(Saved data entries)
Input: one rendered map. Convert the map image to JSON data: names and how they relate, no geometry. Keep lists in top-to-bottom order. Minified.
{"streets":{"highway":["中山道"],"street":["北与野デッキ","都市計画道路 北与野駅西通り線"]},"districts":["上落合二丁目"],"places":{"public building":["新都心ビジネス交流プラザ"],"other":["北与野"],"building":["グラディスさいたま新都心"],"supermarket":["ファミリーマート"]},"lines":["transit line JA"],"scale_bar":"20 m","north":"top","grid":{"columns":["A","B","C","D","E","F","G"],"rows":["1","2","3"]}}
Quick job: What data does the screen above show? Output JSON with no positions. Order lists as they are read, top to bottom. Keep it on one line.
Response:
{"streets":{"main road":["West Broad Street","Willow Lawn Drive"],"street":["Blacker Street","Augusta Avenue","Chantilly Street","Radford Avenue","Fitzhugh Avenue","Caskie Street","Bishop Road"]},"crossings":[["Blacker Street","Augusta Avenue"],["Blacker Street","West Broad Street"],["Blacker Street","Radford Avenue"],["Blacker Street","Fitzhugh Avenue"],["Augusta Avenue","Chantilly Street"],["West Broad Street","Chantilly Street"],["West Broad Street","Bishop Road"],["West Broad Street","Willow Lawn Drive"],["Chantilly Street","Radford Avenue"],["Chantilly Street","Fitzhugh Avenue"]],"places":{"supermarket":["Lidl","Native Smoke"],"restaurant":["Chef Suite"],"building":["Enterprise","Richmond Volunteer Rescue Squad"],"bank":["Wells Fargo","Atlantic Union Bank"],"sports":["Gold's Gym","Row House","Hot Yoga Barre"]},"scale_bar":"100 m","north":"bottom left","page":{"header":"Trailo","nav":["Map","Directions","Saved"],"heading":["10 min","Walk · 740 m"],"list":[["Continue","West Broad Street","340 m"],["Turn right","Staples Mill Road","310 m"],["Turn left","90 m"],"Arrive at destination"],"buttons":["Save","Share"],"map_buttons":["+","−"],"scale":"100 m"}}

• _WHAT THE TASK ASKS_:
Reproduce the data shown above with every line intact.

• _OUTPUT OF THE TASK_:
Input: one rendered map. Convert the map image to JSON data: names and how they relate, no geometry. Keep lists in top-to-bottom order. Minified.
{"streets":{"highway":["中山道"],"street":["北与野デッキ","都市計画道路 北与野駅西通り線"]},"districts":["上落合二丁目"],"places":{"public building":["新都心ビジネス交流プラザ"],"other":["北与野"],"building":["グラディスさいたま新都心"],"supermarket":["ファミリーマート"]},"lines":["transit line JA"],"scale_bar":"20 m","north":"top","grid":{"columns":["A","B","C","D","E","F","G"],"rows":["1","2","3"]}}
Quick job: What data does the screen above show? Output JSON with no positions. Order lists as they are read, top to bottom. Keep it on one line.
Response:
{"streets":{"main road":["West Broad Street","Willow Lawn Drive"],"street":["Blacker Street","Augusta Avenue","Chantilly Street","Radford Avenue","Fitzhugh Avenue","Caskie Street","Bishop Road"]},"crossings":[["Blacker Street","Augusta Avenue"],["Blacker Street","West Broad Street"],["Blacker Street","Radford Avenue"],["Blacker Street","Fitzhugh Avenue"],["Augusta Avenue","Chantilly Street"],["West Broad Street","Chantilly Street"],["West Broad Street","Bishop Road"],["West Broad Street","Willow Lawn Drive"],["Chantilly Street","Radford Avenue"],["Chantilly Street","Fitzhugh Avenue"]],"places":{"supermarket":["Lidl","Native Smoke"],"restaurant":["Chef Suite"],"building":["Enterprise","Richmond Volunteer Rescue Squad"],"bank":["Wells Fargo","Atlantic Union Bank"],"sports":["Gold's Gym","Row House","Hot Yoga Barre"]},"scale_bar":"100 m","north":"bottom left","page":{"header":"Trailo","nav":["Map","Directions","Saved"],"heading":["10 min","Walk · 740 m"],"list":[["Continue","West Broad Street","340 m"],["Turn right","Staples Mill Road","310 m"],["Turn left","90 m"],"Arrive at destination"],"buttons":["Save","Share"],"map_buttons":["+","−"],"scale":"100 m"}}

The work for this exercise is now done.